Show every line from the data below that includes "roads".
##############################
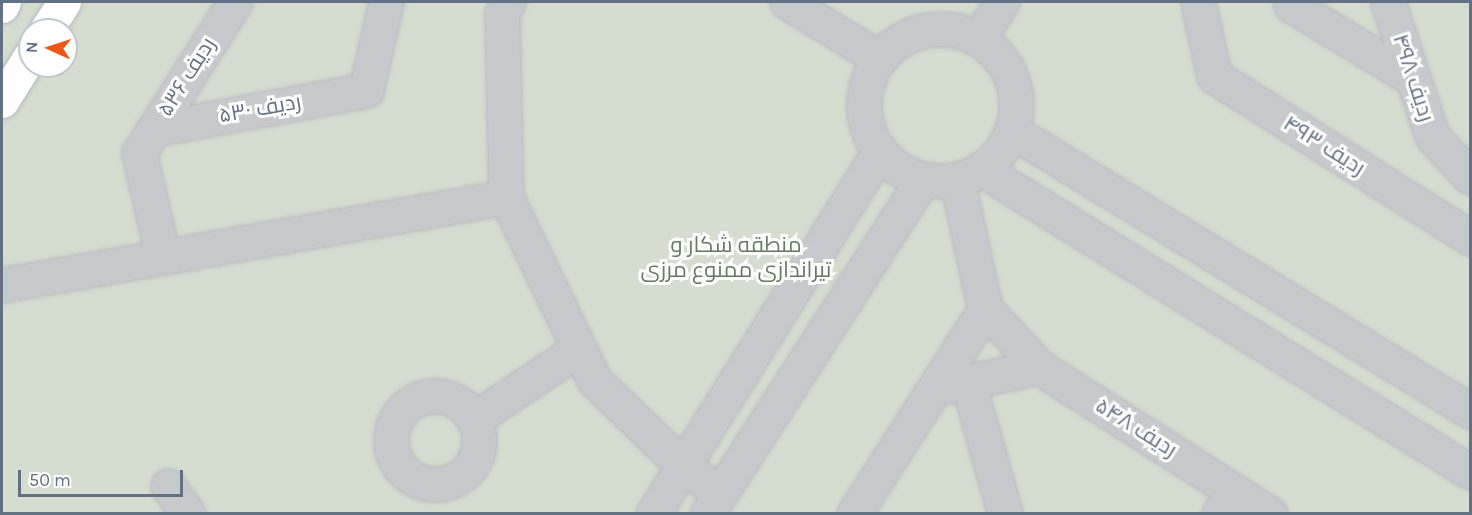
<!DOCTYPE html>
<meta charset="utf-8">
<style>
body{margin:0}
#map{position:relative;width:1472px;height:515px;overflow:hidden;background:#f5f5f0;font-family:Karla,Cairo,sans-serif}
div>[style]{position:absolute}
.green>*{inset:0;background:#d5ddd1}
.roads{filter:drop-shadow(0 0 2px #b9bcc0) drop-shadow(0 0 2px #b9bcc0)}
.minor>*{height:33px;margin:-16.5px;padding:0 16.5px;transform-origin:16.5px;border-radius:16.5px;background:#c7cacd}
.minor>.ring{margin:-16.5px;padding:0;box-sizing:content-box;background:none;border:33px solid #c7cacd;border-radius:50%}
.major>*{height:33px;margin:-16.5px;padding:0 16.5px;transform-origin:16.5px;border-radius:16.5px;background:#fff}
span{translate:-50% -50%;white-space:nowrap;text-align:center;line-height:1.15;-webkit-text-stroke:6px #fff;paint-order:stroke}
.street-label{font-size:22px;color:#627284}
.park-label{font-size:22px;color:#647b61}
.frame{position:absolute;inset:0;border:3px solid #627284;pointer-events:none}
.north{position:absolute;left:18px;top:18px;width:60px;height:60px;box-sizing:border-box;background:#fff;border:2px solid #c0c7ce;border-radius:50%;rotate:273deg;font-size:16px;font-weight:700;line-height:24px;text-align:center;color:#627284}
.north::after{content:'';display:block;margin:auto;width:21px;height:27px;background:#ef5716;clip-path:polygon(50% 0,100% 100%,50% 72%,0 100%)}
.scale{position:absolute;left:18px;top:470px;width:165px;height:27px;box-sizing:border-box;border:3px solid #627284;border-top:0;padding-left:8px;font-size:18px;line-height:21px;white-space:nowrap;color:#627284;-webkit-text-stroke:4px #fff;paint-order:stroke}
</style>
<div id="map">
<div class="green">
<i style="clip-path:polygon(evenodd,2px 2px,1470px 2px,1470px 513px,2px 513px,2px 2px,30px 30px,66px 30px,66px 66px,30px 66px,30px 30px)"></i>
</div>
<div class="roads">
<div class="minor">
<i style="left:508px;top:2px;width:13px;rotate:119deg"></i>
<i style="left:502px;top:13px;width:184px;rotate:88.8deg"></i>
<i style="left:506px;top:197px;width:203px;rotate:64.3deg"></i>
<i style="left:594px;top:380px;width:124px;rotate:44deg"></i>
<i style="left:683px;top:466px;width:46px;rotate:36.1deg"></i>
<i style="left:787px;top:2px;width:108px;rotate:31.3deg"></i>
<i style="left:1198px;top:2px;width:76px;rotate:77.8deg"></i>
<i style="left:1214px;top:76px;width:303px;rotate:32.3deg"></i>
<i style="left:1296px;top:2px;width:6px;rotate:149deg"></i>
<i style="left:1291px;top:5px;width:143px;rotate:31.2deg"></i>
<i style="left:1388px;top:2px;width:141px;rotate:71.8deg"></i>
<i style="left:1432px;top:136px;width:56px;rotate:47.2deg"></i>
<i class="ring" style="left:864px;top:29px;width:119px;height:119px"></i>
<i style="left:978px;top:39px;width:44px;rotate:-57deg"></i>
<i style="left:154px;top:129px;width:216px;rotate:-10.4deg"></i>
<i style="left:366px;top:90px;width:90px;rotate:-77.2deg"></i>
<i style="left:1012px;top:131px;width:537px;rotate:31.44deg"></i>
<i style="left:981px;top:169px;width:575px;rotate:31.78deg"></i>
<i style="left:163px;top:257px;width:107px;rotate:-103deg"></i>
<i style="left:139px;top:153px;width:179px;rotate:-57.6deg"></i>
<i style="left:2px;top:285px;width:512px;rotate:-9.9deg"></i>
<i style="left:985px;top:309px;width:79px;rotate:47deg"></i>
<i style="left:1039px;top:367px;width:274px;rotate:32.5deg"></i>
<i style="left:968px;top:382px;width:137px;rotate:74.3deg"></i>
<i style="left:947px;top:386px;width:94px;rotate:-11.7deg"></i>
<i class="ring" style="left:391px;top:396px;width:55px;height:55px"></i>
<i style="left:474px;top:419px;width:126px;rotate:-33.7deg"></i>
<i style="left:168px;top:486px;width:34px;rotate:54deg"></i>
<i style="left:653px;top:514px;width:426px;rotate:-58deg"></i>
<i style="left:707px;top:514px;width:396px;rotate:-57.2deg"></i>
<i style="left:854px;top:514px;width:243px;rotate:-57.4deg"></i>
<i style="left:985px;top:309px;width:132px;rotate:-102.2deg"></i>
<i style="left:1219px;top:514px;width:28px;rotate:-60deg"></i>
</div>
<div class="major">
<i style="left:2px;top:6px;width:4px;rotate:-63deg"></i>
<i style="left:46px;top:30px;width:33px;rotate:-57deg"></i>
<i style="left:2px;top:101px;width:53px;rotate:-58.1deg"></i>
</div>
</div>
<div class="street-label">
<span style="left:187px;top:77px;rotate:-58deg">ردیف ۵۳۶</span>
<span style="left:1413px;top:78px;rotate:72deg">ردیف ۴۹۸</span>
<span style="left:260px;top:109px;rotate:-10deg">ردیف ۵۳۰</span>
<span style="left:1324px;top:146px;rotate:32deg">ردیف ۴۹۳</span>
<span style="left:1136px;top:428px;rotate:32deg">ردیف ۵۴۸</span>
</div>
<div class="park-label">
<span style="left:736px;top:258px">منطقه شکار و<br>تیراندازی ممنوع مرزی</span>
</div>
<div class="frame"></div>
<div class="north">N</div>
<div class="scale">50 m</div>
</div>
##############################
> _Exercise answer_:
.roads{filter:drop-shadow(0 0 2px #b9bcc0) drop-shadow(0 0 2px #b9bcc0)}
<div class="roads">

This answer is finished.